Find every line below with the word "canvas" in it, and copy each one.
=== Data for this exercise ===
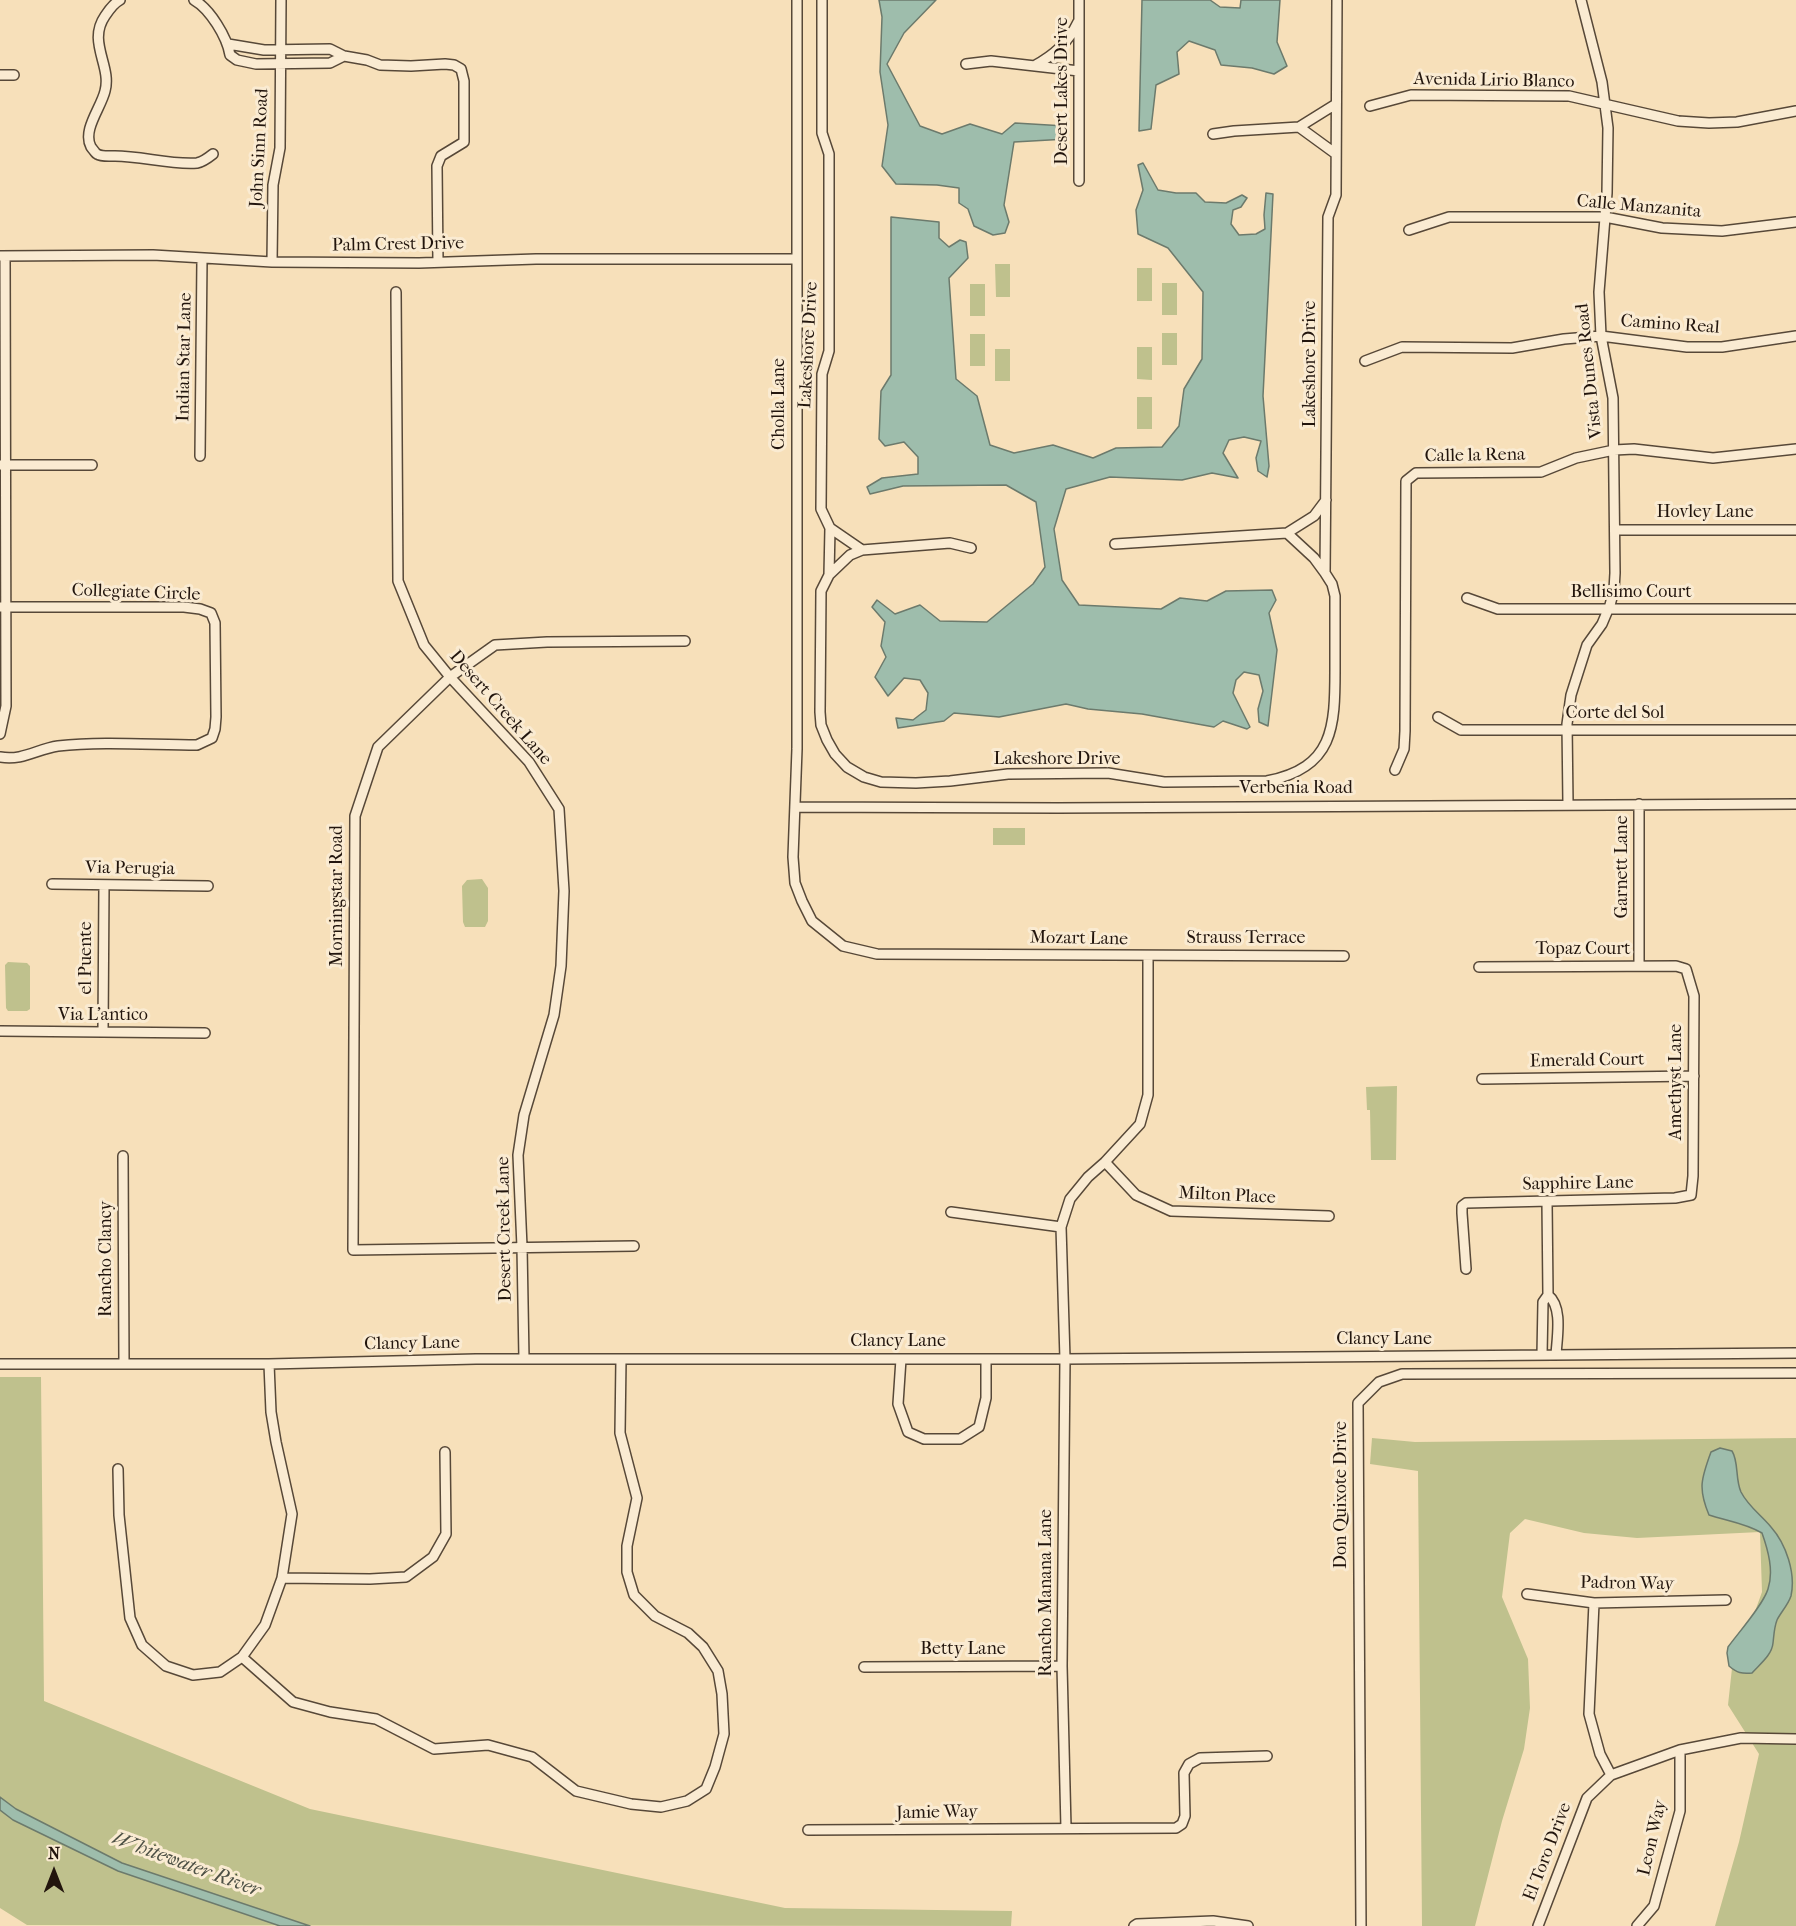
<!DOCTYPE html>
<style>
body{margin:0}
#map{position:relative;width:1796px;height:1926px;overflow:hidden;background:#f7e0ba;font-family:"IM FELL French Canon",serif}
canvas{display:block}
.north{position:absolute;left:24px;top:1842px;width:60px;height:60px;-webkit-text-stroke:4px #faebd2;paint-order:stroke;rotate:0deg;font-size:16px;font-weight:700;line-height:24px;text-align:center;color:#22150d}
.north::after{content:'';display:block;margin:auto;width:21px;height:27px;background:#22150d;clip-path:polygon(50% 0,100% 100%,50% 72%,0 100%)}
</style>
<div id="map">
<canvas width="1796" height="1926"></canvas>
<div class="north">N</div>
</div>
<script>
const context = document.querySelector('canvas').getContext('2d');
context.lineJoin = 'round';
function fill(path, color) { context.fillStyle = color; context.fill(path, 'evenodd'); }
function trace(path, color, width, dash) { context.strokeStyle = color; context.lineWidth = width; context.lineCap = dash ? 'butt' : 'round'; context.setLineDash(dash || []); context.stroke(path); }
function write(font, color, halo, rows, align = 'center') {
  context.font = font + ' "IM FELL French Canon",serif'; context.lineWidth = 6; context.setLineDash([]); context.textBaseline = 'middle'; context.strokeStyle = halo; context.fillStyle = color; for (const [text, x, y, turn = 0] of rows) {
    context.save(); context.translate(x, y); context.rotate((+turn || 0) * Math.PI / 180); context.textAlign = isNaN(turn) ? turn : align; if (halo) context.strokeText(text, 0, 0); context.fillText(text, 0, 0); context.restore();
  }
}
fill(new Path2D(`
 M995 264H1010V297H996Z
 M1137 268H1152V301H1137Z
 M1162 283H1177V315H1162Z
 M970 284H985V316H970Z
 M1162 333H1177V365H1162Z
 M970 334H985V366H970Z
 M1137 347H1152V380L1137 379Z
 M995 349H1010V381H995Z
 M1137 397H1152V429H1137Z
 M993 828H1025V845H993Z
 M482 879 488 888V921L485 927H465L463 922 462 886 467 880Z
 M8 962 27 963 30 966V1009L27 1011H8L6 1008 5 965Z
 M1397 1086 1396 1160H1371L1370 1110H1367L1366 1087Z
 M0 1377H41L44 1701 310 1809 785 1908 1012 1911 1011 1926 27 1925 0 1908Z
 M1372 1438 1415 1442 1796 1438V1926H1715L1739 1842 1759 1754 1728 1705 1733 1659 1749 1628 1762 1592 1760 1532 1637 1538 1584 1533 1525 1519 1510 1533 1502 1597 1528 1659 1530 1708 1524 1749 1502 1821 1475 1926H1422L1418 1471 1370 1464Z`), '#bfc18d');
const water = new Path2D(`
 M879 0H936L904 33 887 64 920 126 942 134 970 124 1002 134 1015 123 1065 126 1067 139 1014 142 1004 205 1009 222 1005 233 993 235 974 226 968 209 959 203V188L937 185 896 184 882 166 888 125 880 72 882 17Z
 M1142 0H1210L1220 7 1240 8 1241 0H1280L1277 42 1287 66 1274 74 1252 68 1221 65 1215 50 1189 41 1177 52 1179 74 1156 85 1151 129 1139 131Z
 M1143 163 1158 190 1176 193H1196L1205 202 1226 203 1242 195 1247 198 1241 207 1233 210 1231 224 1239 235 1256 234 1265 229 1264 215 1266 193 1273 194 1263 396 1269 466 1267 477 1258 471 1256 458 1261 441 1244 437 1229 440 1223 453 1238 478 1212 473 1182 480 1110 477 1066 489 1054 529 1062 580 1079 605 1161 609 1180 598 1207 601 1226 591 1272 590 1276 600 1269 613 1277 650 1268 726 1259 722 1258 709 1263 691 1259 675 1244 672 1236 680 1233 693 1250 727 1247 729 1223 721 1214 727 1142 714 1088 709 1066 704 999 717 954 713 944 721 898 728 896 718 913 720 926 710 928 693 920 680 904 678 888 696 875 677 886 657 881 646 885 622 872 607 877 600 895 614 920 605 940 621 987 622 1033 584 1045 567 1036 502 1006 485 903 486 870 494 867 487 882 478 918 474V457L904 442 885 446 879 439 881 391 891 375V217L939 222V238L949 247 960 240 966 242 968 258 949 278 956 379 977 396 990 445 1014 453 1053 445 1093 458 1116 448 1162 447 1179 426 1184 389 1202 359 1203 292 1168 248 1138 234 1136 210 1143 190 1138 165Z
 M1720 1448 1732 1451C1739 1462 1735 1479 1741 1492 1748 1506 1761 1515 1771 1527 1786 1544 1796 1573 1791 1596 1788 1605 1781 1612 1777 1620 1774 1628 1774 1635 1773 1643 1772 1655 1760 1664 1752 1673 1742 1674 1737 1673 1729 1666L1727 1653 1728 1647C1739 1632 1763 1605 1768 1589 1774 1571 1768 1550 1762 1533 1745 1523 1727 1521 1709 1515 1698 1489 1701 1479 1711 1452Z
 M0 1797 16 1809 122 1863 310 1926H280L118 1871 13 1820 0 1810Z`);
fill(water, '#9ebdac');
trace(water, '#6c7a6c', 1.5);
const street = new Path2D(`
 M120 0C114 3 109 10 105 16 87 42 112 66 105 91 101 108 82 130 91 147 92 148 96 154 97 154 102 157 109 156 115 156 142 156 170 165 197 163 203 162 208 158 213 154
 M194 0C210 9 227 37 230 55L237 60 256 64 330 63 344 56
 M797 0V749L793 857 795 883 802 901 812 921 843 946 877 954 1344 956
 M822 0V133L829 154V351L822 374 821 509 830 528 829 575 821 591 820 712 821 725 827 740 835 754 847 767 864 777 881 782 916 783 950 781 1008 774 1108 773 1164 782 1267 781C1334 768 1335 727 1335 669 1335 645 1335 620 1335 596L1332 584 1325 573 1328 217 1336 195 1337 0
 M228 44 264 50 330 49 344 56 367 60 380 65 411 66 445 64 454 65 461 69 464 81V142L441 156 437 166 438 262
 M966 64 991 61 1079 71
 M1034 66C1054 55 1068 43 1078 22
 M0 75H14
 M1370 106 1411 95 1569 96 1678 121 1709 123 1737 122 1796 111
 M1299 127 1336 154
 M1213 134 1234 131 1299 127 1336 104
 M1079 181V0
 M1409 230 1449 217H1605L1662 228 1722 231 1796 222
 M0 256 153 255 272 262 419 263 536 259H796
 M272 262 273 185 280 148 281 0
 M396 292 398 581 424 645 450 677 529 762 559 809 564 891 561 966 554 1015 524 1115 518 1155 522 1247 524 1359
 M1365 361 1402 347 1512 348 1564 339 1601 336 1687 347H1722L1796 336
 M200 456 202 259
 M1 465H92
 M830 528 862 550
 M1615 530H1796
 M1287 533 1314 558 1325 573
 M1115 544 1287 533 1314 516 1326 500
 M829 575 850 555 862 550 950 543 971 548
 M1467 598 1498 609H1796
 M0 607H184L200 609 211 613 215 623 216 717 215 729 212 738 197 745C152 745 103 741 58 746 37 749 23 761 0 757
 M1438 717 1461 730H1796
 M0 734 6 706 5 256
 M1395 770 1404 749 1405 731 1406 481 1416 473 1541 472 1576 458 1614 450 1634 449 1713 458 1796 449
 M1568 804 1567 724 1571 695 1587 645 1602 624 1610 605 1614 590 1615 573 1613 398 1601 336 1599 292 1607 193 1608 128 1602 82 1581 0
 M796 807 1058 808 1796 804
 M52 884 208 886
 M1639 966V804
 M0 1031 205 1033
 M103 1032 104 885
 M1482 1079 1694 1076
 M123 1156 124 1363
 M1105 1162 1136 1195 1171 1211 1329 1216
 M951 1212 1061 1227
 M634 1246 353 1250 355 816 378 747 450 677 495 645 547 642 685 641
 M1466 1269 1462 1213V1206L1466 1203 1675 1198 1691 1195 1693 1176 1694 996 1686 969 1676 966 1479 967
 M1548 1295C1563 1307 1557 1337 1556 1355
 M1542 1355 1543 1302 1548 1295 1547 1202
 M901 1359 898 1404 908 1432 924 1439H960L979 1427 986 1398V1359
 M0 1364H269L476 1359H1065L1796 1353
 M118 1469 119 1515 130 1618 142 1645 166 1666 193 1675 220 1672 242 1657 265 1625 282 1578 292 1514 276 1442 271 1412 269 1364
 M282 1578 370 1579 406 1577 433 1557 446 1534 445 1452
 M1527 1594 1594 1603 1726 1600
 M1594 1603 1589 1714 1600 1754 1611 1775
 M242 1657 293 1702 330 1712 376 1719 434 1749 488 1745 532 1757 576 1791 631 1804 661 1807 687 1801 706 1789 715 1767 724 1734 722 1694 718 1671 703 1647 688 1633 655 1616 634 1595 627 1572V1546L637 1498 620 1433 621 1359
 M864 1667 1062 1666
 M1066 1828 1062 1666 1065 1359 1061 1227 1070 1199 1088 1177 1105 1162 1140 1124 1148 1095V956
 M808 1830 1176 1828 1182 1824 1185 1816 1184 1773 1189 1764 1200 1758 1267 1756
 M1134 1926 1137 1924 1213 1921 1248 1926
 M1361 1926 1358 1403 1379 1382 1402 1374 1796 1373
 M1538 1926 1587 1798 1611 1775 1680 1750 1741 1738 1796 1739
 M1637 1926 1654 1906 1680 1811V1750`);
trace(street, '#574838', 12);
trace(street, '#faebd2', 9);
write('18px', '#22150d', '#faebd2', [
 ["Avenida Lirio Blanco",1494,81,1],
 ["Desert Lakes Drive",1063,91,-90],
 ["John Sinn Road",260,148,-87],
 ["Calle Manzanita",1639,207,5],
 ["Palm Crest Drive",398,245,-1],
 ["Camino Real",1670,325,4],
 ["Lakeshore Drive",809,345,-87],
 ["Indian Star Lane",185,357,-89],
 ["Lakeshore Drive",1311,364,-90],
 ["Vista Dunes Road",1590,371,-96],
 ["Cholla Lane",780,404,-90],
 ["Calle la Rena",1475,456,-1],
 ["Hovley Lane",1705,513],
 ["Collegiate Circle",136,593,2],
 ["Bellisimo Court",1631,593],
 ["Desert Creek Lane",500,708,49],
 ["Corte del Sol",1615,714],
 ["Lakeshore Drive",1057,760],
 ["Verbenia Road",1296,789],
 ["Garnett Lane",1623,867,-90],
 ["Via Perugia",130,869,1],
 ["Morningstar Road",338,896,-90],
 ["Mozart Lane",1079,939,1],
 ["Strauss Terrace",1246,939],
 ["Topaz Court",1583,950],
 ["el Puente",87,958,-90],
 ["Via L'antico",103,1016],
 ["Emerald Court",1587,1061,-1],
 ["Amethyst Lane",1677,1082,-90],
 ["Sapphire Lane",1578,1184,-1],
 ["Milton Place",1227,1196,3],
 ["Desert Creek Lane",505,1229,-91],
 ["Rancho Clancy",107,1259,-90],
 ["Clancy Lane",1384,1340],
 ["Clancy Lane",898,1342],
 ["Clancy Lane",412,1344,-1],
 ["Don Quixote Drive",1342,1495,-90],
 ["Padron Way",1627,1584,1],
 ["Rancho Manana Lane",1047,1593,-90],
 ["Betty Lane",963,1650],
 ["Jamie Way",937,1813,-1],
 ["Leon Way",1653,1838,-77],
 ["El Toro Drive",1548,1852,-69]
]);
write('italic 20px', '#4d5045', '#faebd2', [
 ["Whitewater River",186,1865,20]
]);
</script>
===
### Written response
canvas{display:block}
<canvas width="1796" height="1926"></canvas>
const context = document.querySelector('canvas').getContext('2d');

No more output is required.